Webasto, a major automotive supplier from Germany specializing in roofs, batteries, heating, and cooling systems, has appointed Johann Stohner as its Chief Restructuring Officer to secure the company’s future amid worsening economic conditions and a growing debt pile. This move is a direct result of the ongoing crisis in the European automotive industry.

With slowing EV sales growth after massive investments from most large automotive manufacturers, the European car industry faces troubling times. Audi has abandoned its Brussels plant, and Volkswagen threatened to close up to three German factories but reached a deal with unions in December 2024. And with fewer cars produced on European soil, automotive suppliers also suffer.

Even worse economic conditions than expected

Suppliers like Webasto, a German company specializing in automotive roofs (panoramic glass, sun, and convertible roofs), battery and charging solutions, and heating and cooling systems (like parking heaters for EVs, campers, and temperature-controlled road transport).

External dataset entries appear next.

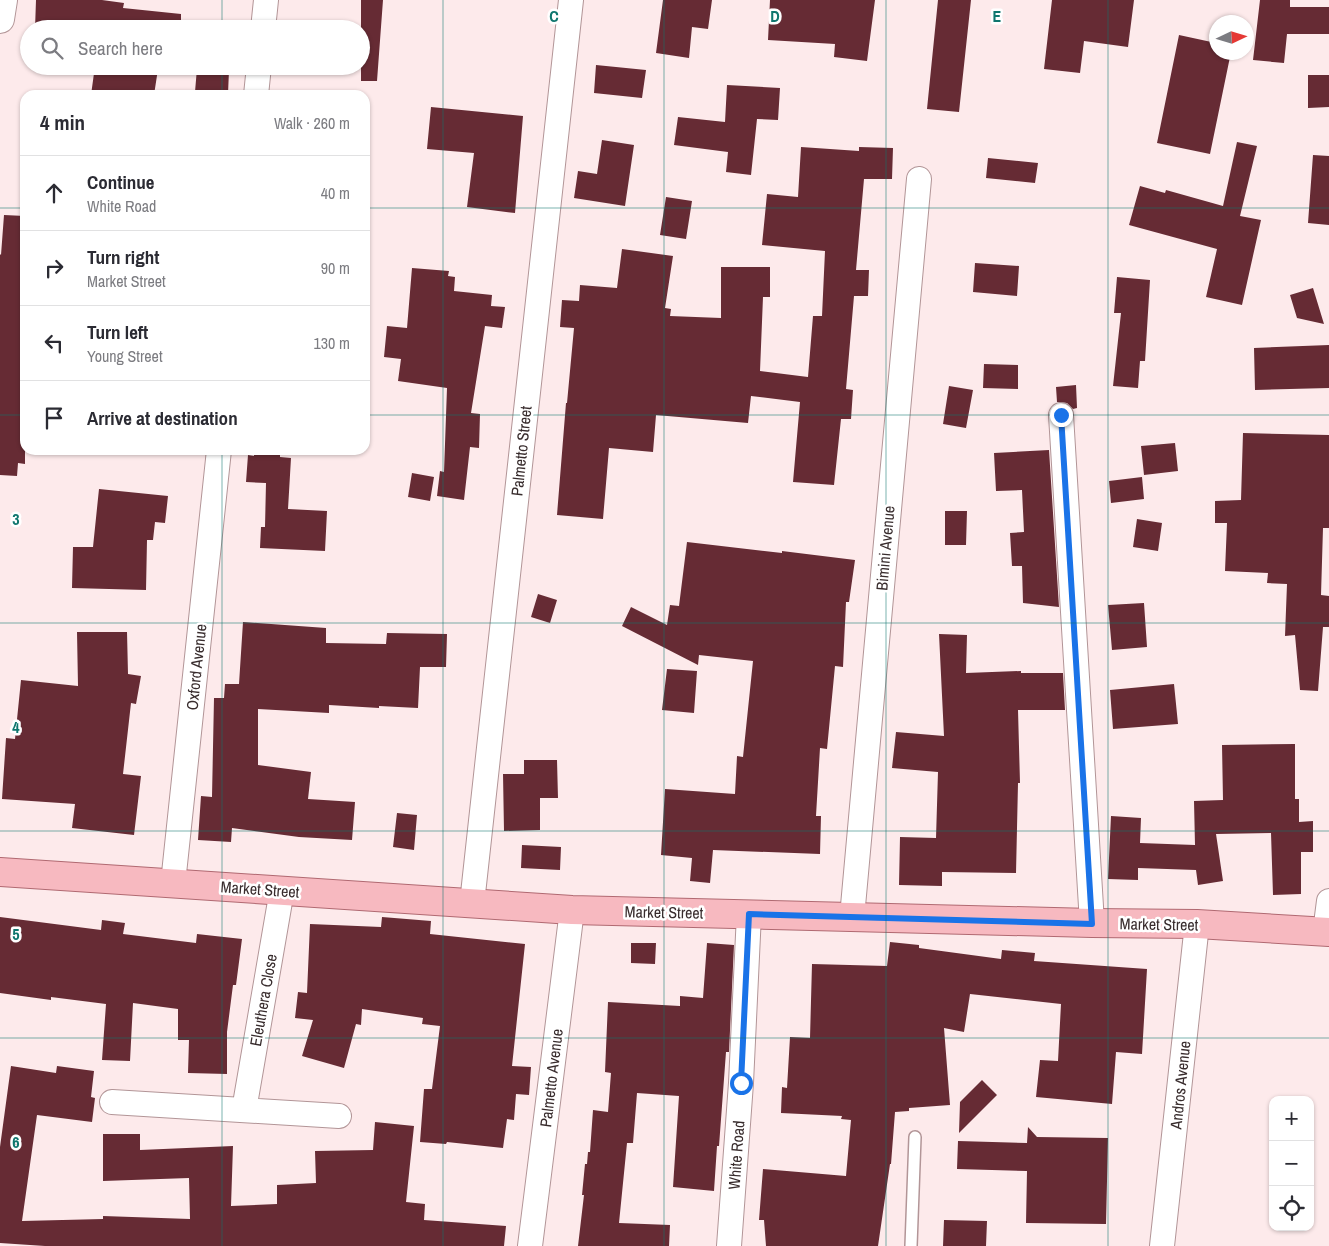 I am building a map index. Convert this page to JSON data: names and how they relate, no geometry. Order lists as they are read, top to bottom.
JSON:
{
  "streets": {
    "main road": ["Market Street"],
    "street": [
      "Palmetto Street",
      "Bimini Avenue",
      "Oxford Avenue",
      "Eleuthera Close",
      "Palmetto Avenue",
      "Andros Avenue",
      "White Road"
    ]
  },
  "crossings": [
    ["Palmetto Street", "Market Street"],
    ["Bimini Avenue", "Market Street"],
    ["Oxford Avenue", "Market Street"],
    ["Market Street", "Eleuthera Close"],
    ["Market Street", "Palmetto Avenue"],
    ["Market Street", "Andros Avenue"],
    ["Market Street", "White Road"]
  ],
  "north": "right",
  "page": {
    "search": "Search here",
    "heading": ["4 min", "Walk · 260 m"],
    "list": [
      ["Continue", "White Road", "40 m"],
      ["Turn right", "Market Street", "90 m"],
      ["Turn left", "Young Street", "130 m"],
      "Arrive at destination"
    ],
    "map_buttons": ["+", "−"]
  },
  "grid": {
    "columns": ["C", "D", "E"],
    "rows": [
      "3",
      "4",
      "5",
      "6"
    ]
  }
} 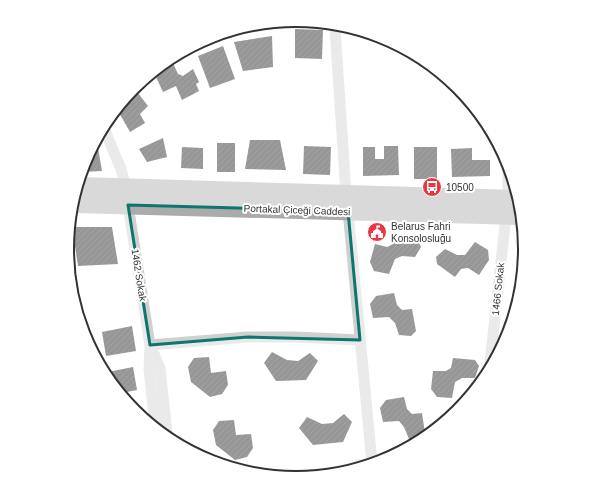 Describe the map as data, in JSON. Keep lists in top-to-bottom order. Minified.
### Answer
{"streets":{"main road":["Portakal Çiceği Caddesi"],"street":["1462 Sokak","1466 Sokak"]},"crossings":[["Portakal Çiceği Caddesi","1462 Sokak"],["Portakal Çiceği Caddesi","1466 Sokak"]],"places":{"bus stop":["10500"],"public building":["Belarus Fahri Konsolosluğu"]}} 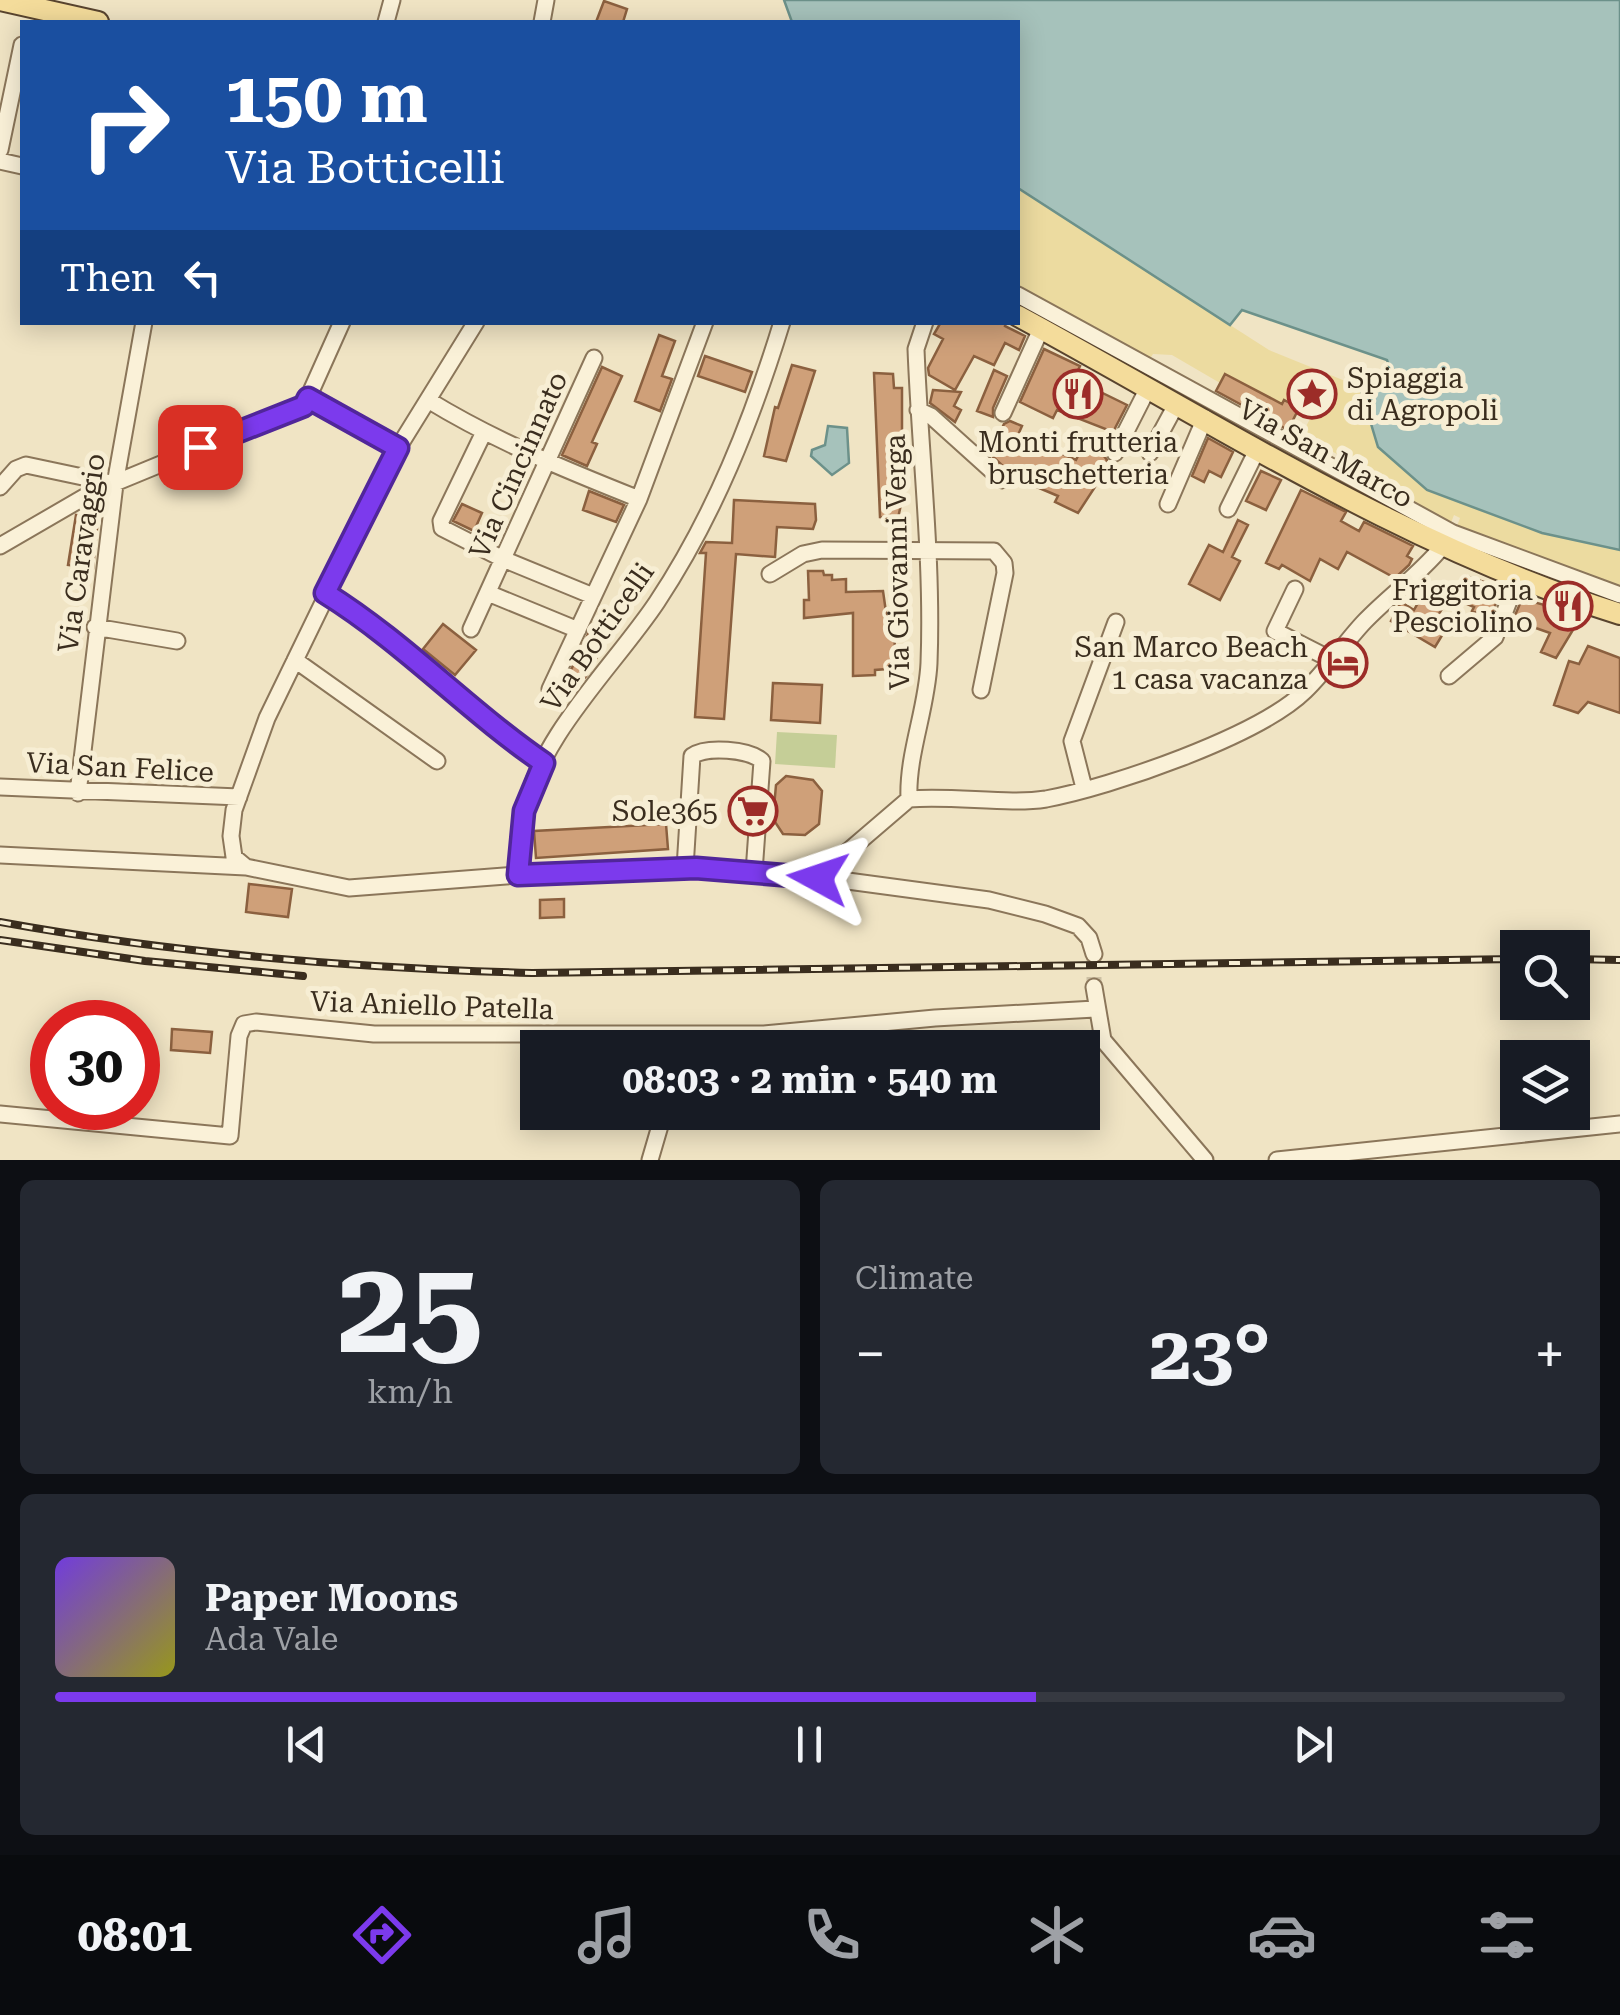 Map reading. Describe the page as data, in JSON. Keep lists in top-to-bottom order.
{
  "streets": {
    "main road": ["Via San Marco"],
    "street": [
      "Via Cincinnato",
      "Via Caravaggio",
      "Via Giovanni Verga",
      "Via Botticelli",
      "Via San Felice",
      "Via Aniello Patella"
    ]
  },
  "crossings": [
    ["Via Cincinnato", "Via Botticelli"],
    ["Via Caravaggio", "Via San Felice"]
  ],
  "places": {
    "restaurant": ["Monti frutteria bruschetteria", "Friggitoria Pesciolino"],
    "place": ["Spiaggia di Agropoli"],
    "hotel": ["San Marco Beach 1 casa vacanza"],
    "supermarket": ["Sole365"]
  },
  "page": {
    "turn": ["150 m", "Via Botticelli"],
    "then": "Then",
    "limit": "30",
    "trip": "08:03 · 2 min · 540 m",
    "tile": [
      ["25", "km/h"],
      "Climate"
    ],
    "heat": ["−", "23°", "+"],
    "song": ["Paper Moons", "Ada Vale"],
    "tabs": "08:01"
  }
}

Webasto has over 50 locations worldwide and is a top 100 automotive supplier. It started a streamlining process in early 2024, but conditions worsened even further, and it is now facing over 1.2 billion euros in debt.

To accelerate the restructuring process, the company has appointed Johann Stohner from the consulting firm Alvarez & Marsal as its Chief Restructuring Officer (CRO) from January 15th. He will work with the owner families and lending banks to create a restructuring plan that will please the creditors and secure the company’s future.

‘Streamlining and sharpening’

“We were on the right track with the optimization program we launched at the beginning of 2024. However, the general conditions in the automotive industry continued to deteriorate significantly for us in the second half of the year,” says Dr. Holger Engelmann, Chairman of the Management Board of Webasto.

“We must continue to consistently adapt our production and development capacities to the changed situation, streamline our organization as a whole, and further sharpen our product range.”

The first results of this appointment are expected by the beginning of the second quarter of 2025 (around April) when the extended Management Board will develop additional restructuring measures in cooperation with the Supervisory Board and the Works Council. Expect a significant loss of jobs and a smaller product offering to cut costs.